### BRIEF
Print every line from the start of the data, and when you reach the line with "position:absolute; left:1111px; top:20px;", include it and stop. Pictures are not part of the copy.

### DATA FOR THE TASK

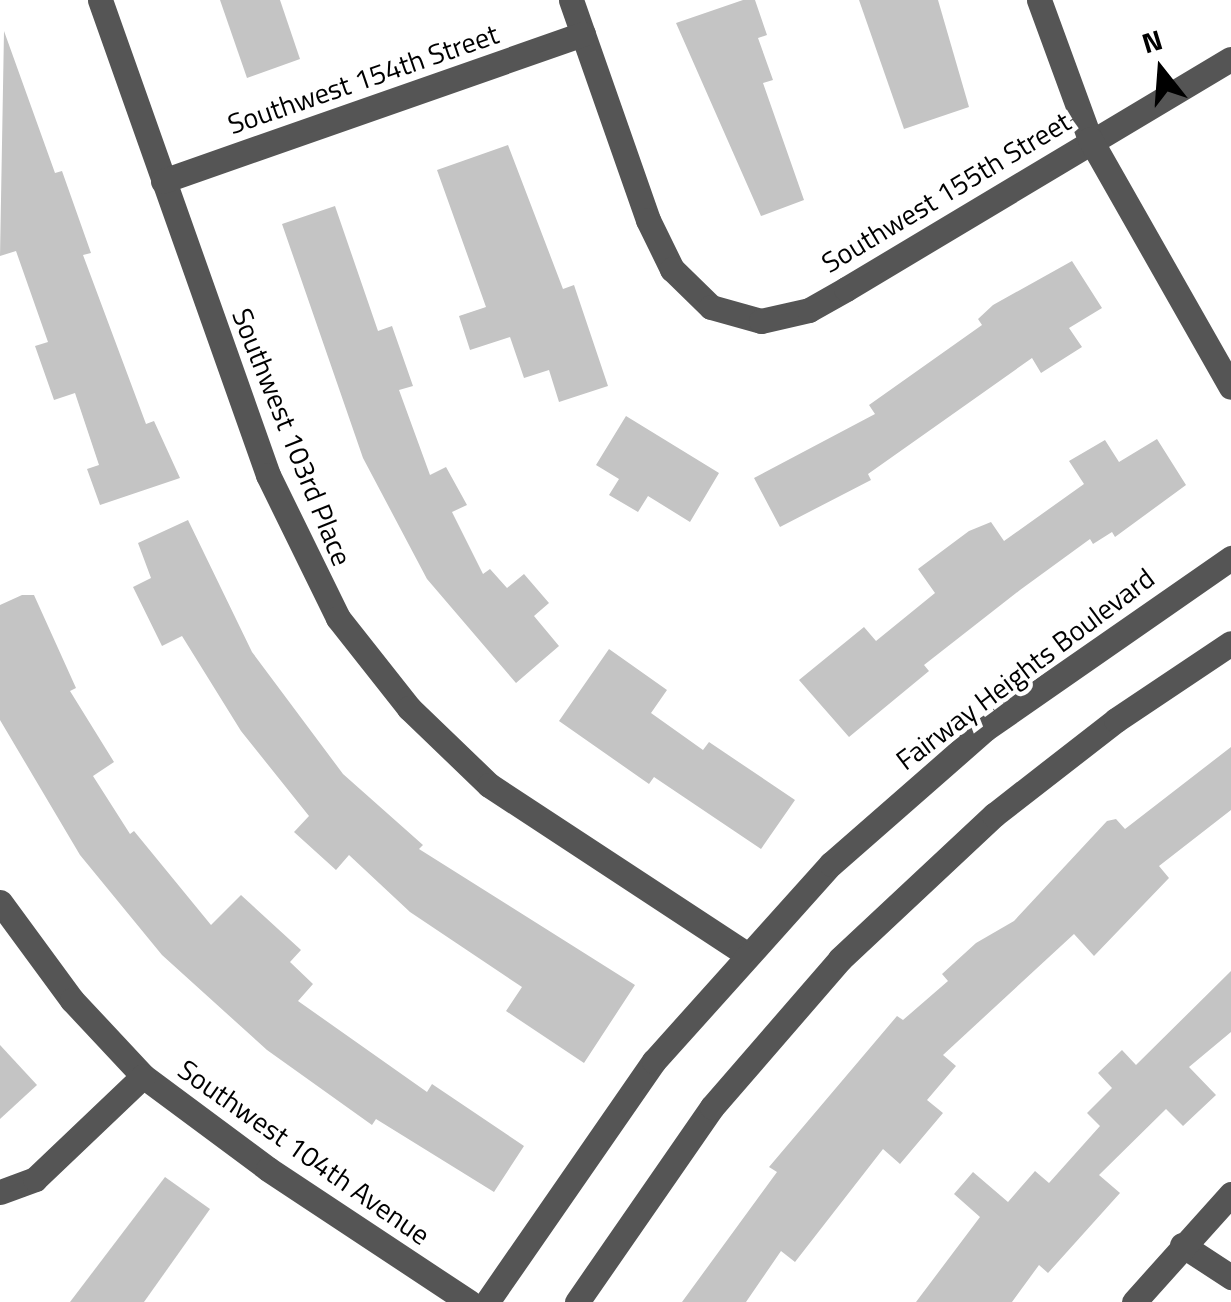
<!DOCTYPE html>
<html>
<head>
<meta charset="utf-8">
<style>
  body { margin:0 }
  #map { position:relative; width:1231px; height:1302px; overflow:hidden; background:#fff; font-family:"Titillium Web",sans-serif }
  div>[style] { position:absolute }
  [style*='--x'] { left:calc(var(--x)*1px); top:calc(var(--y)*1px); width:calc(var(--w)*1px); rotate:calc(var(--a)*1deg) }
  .building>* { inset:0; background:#c4c4c4 }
  .minor>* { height:25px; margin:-12.5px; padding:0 12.5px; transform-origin:12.5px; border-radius:12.5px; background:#555 }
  span { translate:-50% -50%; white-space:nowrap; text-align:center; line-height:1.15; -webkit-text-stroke:9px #fff; paint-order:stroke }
  .street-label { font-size:28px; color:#000 }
  .north { position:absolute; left:1111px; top:20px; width:100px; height:100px; -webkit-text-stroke:8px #fff; paint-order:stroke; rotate:343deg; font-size:28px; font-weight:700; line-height:40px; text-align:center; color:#000 }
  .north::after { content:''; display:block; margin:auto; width:35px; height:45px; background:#000; clip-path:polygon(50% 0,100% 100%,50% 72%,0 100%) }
</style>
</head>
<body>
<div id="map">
  <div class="building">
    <i style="clip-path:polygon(220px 0,280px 0,300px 59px,247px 78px)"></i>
    <i style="clip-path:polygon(743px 0,755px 0,767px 35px,758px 38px,773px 80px,763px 83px,804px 200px,761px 216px,676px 23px)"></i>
    <i style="clip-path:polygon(859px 0,938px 0,969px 107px,904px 129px)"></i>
    <i style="clip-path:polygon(4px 31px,55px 173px,62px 171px,91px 253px,83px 255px,146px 424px,154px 421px,180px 478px,100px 505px,87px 469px,99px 465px,75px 393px,54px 400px,35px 346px,48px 342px,16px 251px,0 256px)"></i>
    <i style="clip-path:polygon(508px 145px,563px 289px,574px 285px,608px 386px,559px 402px,549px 370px,524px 378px,510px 337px,470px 350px,459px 316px,486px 307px,437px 170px)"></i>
    <i style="clip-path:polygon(335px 206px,378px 331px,392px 326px,413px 386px,399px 390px,430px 475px,446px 467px,467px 505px,452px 512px,483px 574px,490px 569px,507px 588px,524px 574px,549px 603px,534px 616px,559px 646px,516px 683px,427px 579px,363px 458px,282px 224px)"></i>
    <i style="clip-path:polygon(1072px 261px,1102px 308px,1069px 328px,1082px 347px,1041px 373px,1032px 358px,868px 474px,871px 480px,780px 527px,754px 478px,875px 414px,869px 405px,982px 325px,978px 319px,993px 305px)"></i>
    <i style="clip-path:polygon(626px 416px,719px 473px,690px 522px,648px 496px,638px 512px,609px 495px,619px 479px,596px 465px)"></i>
    <i style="clip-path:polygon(1157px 439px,1186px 485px,1115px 537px,1112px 532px,1093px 544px,1090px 539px,1020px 590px,924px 665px,929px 671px,849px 737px,799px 680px,864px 627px,876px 641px,935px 593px,918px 569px,969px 531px,991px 522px,1004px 541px,1084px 484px,1069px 461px,1105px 440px,1119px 462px)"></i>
    <i style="clip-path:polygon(188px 520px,252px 652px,343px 774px,423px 845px,419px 849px,635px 985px,584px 1063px,506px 1011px,522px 987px,410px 912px,349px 855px,336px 870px,294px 832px,309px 816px,241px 731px,182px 636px,162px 646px,133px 587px,151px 578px,138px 543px)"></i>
    <i style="clip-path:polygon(22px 595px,34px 595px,76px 688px,70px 691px,114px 762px,93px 776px,130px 834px,134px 831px,211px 925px,241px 895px,301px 950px,290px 962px,313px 984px,298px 1001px,427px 1092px,432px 1084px,524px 1146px,494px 1192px,376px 1119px,372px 1125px,267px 1050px,162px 955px,80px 855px,0 720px,0 605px)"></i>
    <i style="clip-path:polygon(609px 649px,667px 690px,651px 713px,703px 750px,709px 742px,795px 800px,761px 849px,654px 777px,649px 784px,559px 721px)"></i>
    <i style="clip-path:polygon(1231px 747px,1231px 810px,1159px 866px,1169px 878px,1094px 956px,1074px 934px,943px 1055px,956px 1066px,927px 1100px,943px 1113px,900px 1164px,883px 1149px,795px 1262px,781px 1251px,746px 1302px,682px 1302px,777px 1172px,769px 1167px,897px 1016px,903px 1020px,948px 981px,942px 974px,976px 943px,1014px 921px,1107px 821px,1116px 819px,1125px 829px)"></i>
    <i style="clip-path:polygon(1231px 971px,1231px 1032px,1189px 1067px,1216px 1095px,1183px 1126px,1166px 1109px,1099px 1175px,1120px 1193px,1048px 1273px,1039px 1265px,1012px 1302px,916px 1302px,980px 1217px,954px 1194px,973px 1172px,1008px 1202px,1035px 1171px,1049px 1183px,1100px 1126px,1087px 1113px,1112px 1088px,1098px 1073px,1122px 1050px,1136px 1065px)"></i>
    <i style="clip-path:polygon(0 1045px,37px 1085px,0 1119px)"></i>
    <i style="clip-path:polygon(165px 1177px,210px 1209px,144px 1302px,70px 1302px)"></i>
  </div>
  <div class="minor">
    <i style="--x:100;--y:0;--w:504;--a:70.52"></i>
    <i style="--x:268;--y:475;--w:159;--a:63.9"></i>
    <i style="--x:338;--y:618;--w:115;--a:51.7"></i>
    <i style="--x:409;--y:708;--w:111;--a:43.9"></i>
    <i style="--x:489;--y:785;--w:306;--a:33.3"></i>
    <i style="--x:571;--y:0;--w:233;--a:70.7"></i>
    <i style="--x:648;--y:220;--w:55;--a:63.9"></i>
    <i style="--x:672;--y:269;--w:54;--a:44.3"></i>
    <i style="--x:711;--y:307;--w:52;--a:15.6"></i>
    <i style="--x:761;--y:321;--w:49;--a:-12.9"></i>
    <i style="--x:809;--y:310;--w:43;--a:-29.6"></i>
    <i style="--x:846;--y:289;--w:448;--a:-30.9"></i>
    <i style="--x:1039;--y:0;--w:148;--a:69.9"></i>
    <i style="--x:1090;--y:139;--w:285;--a:60.4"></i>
    <i style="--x:163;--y:181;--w:445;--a:-19.3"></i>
    <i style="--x:0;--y:902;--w:122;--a:53.7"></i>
    <i style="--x:72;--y:1000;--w:104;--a:46.9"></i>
    <i style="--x:143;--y:1076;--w:156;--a:36.6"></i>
    <i style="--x:268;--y:1169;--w:241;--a:33.5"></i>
    <i style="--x:0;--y:1192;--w:37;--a:-20"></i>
    <i style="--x:35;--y:1179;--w:149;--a:-43.6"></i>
    <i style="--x:1182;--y:1245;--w:59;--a:33.1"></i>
    <i style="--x:487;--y:1302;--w:293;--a:-55.3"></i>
    <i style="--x:654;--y:1061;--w:265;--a:-48.1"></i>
    <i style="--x:831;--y:864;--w:205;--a:-41.2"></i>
    <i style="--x:985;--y:729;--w:300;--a:-34.8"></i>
    <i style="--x:577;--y:1302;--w:237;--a:-55.3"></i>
    <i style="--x:712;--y:1107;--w:196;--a:-49.1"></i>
    <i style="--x:840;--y:959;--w:211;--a:-43.1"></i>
    <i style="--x:994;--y:815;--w:155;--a:-37.9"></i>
    <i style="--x:1116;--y:720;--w:138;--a:-33.8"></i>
    <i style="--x:1134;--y:1302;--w:145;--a:-48.1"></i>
  </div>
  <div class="street-label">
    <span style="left:363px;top:79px;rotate:-19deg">Southwest 154th Street</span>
    <span style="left:946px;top:192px;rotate:-31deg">Southwest 155th Street</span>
    <span style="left:292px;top:437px;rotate:68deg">Southwest 103rd Place</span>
    <span style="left:1025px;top:669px;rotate:-37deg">Fairway Heights Boulevard</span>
    <span style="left:304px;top:1152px;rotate:35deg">Southwest 104th Avenue</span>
  </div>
  <div class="north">N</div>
</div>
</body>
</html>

### REPLY TO THE EXERCISE
<!DOCTYPE html>
<html>
<head>
<meta charset="utf-8">
<style>
  body { margin:0 }
  #map { position:relative; width:1231px; height:1302px; overflow:hidden; background:#fff; font-family:"Titillium Web",sans-serif }
  div>[style] { position:absolute }
  [style*='--x'] { left:calc(var(--x)*1px); top:calc(var(--y)*1px); width:calc(var(--w)*1px); rotate:calc(var(--a)*1deg) }
  .building>* { inset:0; background:#c4c4c4 }
  .minor>* { height:25px; margin:-12.5px; padding:0 12.5px; transform-origin:12.5px; border-radius:12.5px; background:#555 }
  span { translate:-50% -50%; white-space:nowrap; text-align:center; line-height:1.15; -webkit-text-stroke:9px #fff; paint-order:stroke }
  .street-label { font-size:28px; color:#000 }
  .north { position:absolute; left:1111px; top:20px; width:100px; height:100px; -webkit-text-stroke:8px #fff; paint-order:stroke; rotate:343deg; font-size:28px; font-weight:700; line-height:40px; text-align:center; color:#000 }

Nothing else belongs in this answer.